Man, do I hope that weight doesn't hold. Ick.

***EDIT***
Not AS bad. I leveled off at 304.4 this morning. So, still up, but nothing panic-worthy. I'll stay clean, stay active, and see what tomorrow brings.

7.11.2010

Quick Sunday Update

Started sliding the carbs back in yesterday. Went to a salad bar, and had a cup of pasta salad with egg noodles, so not the healthiest stuff. Still, kept it around 50g of carbs for the day, which I can deal with.

Weight this morning was down another 1.4 pounds. Not sure if the slow in dropping is from the carbs, or from eating too little, as I only had about 1,500 calories yesterday.

Still, I sit here at 303 pounds, lowest I've been in a long time by .8 pounds.

This morning I went for a quick 2-mile bike ride, and I'm going to do 100 push-ups through the day - 30 down, so far.

Hoping to get these 300's behind me very soon.

**ALSO** Congrats to Beck for dropping back under 200 officially for the first time in a long time! Check her blog out on my sidebar, "One More Round."

7.10.2010

Perfection

Well, my goal with the whole no-carb thing was to get back to where I was a few days ago when I let myself go and piled on some quick poundage.

Mission: Accomplished.

I was 303.8 about five days ago, then I topped off as high as 311.6. On Thursday morning I was an even 310, and today, after two carbless days, I'm back to 304.4. Exactly what I planned.

So today, I'm going to gradually re-introduce healthy carbs. I found a site last night that said if you're eating about 2,000 calories a day, you should be taking in around 250 grams of carbs. I've done less than 10g the last two days, so I'll up it to maybe 40-50 today, then 75 or so tomorrow, and so on, until I'm up to my 250.

The long-term goal here is to drop to 295 by July 31, the day on my foundation's big event. I needed to lose 15 on Thursday, and today I'm 9.4 away. Not a bad jump-start.

Have a great weekend!

7.09.2010

The No-Carb Re-Boot

So, day one of going carbless was a success. Was a little hungry last night, but fought through it, and didn't give in.

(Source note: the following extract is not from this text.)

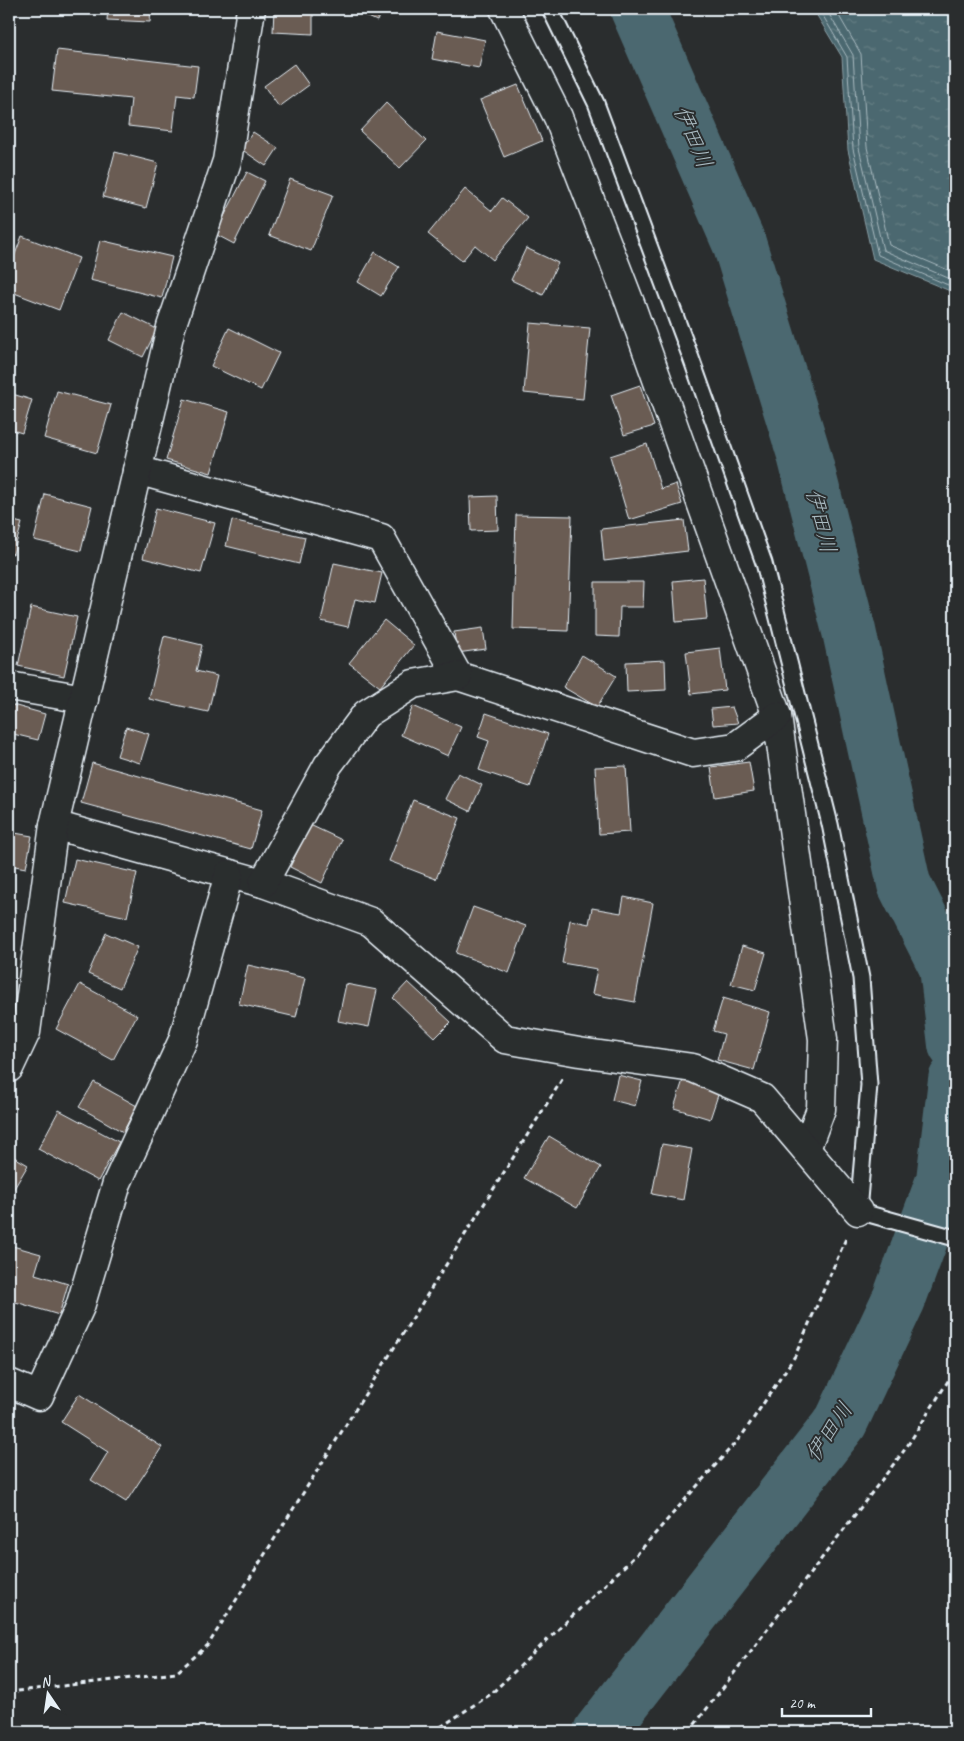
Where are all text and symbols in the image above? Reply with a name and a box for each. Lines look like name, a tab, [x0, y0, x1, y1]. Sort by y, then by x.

I dropped 2.2 pounds yesterday. Yes, I know it's mostly water weight and excess carbs, but that's all I want to do, really. I ate HORRIBLY early this week, so I want my body to level off to where it should have been, had I not eaten like total crap those days.

While I assume I'll drop another couple pounds tomorrow, and the temptation to keep this diet going full-time could be strong, I already see how going no-carb is really unhealthy - at least for me.

I ate 500 calories of eggs, bacon, and cheddar today for breakfast. No carbs, but I just feel greasy. For lunch, it'll be cheddar wrapped in bacon, wrapped in lean roast beef, then microwaved for a few seconds to make it all gooey and awesome. Sounds great, but also gross at the same time. Dinner will be a grilled chicken breast with lemon pepper, and a salad with an oil-based dressing, and a little shredded cheese. Snacks through the day will be cheese sticks.

I mean, I just don't think I could do that long-term. I need some whole grains. I need a little BBQ sauce. I need miracle whip on my bread.

So, the plan, as it's always been, is to gradually re-introduce carbs tomorrow morning. Only good carbs, of course - whole wheat bread, brown rice, etc. We'll see how it plays out.

Just hoping this is a nice 2-day jump start to getting me back on track.